Reading Simz’ statement, I realize Drop 6 is that very same reminder come to musical life. “I started working on an EP early April, with a plan to finish it by the end of the month,” she wrote. “Around mid-April, I got disheartened and started getting in my own way. That self-doubt shit again.”
Of course, she’s speaking to her creative process, but is this not how we all feel when we see the news? Yet, Drop 6 is here. We make it to the finish line.
The existence of Drop 6 is light. Knowing Simz struggled with herself and yet still rose to produce something so effective and affecting acts as a beacon for so many of us struggling parallel to her.

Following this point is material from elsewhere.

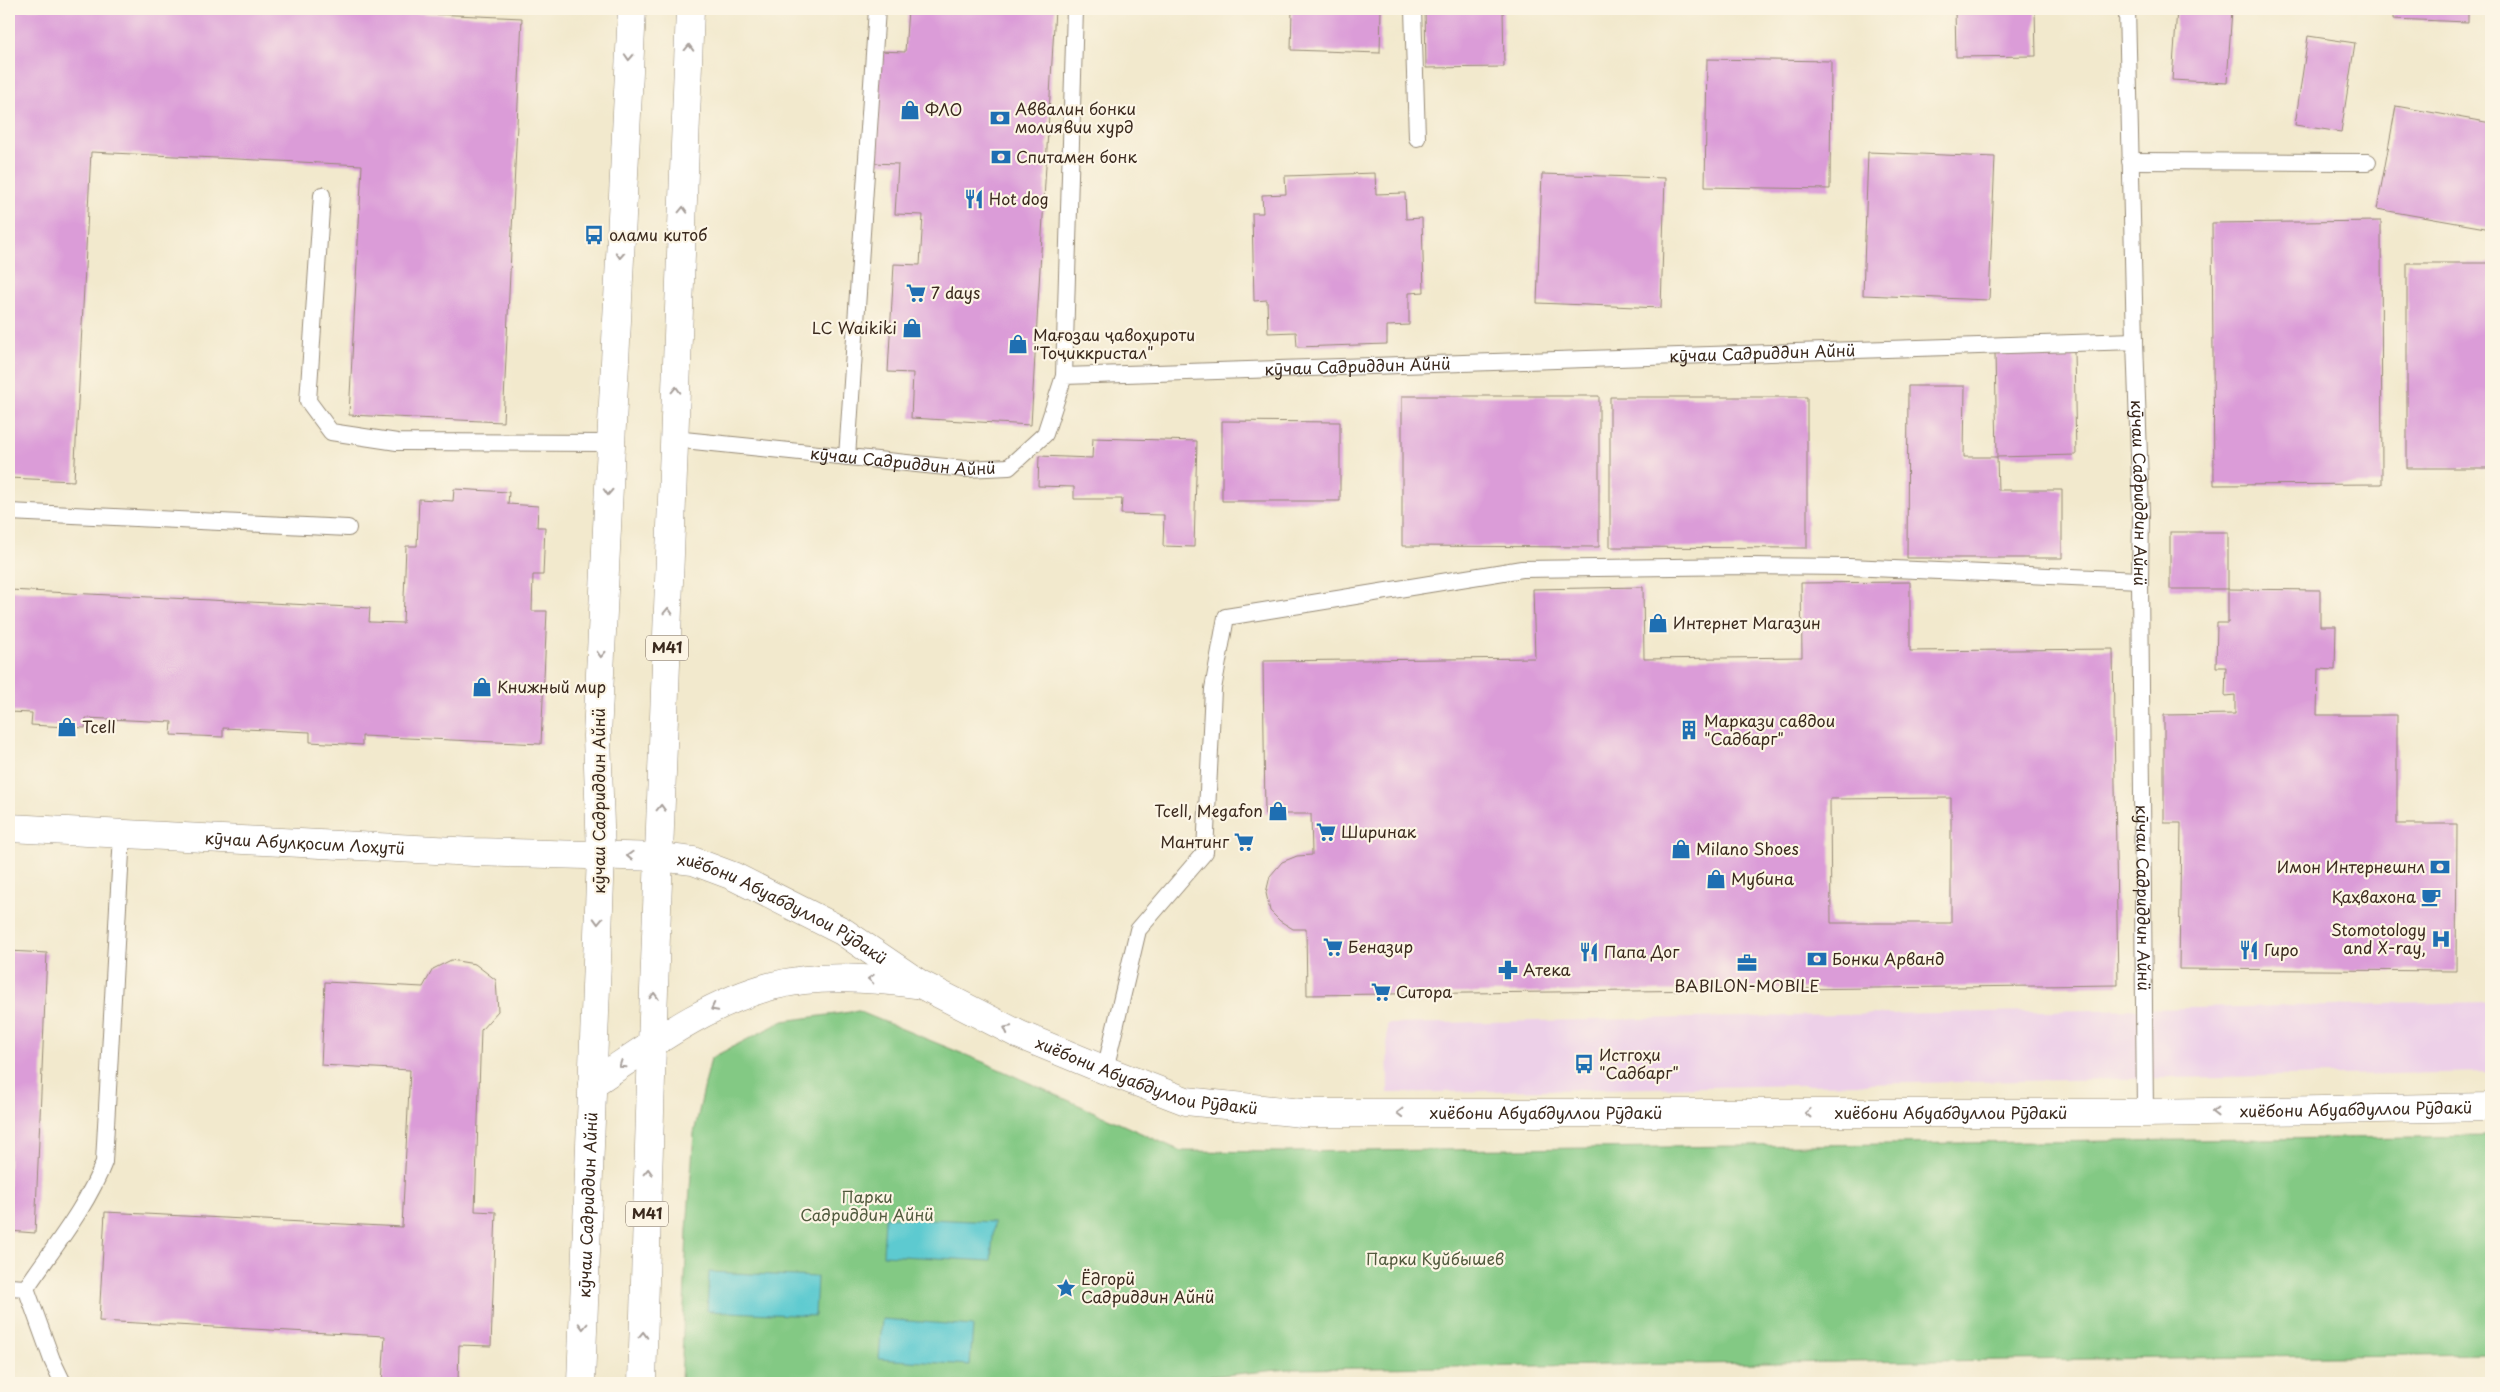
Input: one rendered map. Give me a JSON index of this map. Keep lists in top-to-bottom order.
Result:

Simz knows this well; she expresses as much in the close of her EP statement:
“After serious procrastination I decided to stop being a lil bitch and cry baby and knuckle down on the EP. I gassed myself up, There’s no one else here, I’m alone, I had to. It started to feel good. I started to get really excited, wheeling myself up, spudding myself. I had to. Then I completed it. and when? End of the month just as I’d set out too [sic]. Things come full circle in the end don’t they? The middle feels like growing pains, self-doubt is a bitch and the only way out is through. Thank you for being the lights that you are. You’re all needed, valued, appreciated, and loved. Not just by me of course and I am sure I can speak on behalf of everyone you hold dear in your lives close to you. This is a turbulent time but we don’t fold. We don’t come from that. We will always be fine.”
Listening to Drop 6, feeling Simz’ pain, and watching her overcome is exactly what we needed during this worldwide quarantine. These times are rattling, painful. Every day, we are forced to come up with new words for old emotions, for unprecedented emotions, too.
I am so very tired of trying to describe how I feel during lockdown; how I feel watching people lose their jobs, homes, and lives. I am so incredibly tired of working and trying to make things work as if nothing is happening. But, too, I am so very thankful for music. For Little Simz’ seeing me during a low, and bringing me high with five songs borne of our cultural moment and meant to tide us over.
She says it herself: “We will always be fine.” We will battle this stillness. We will win.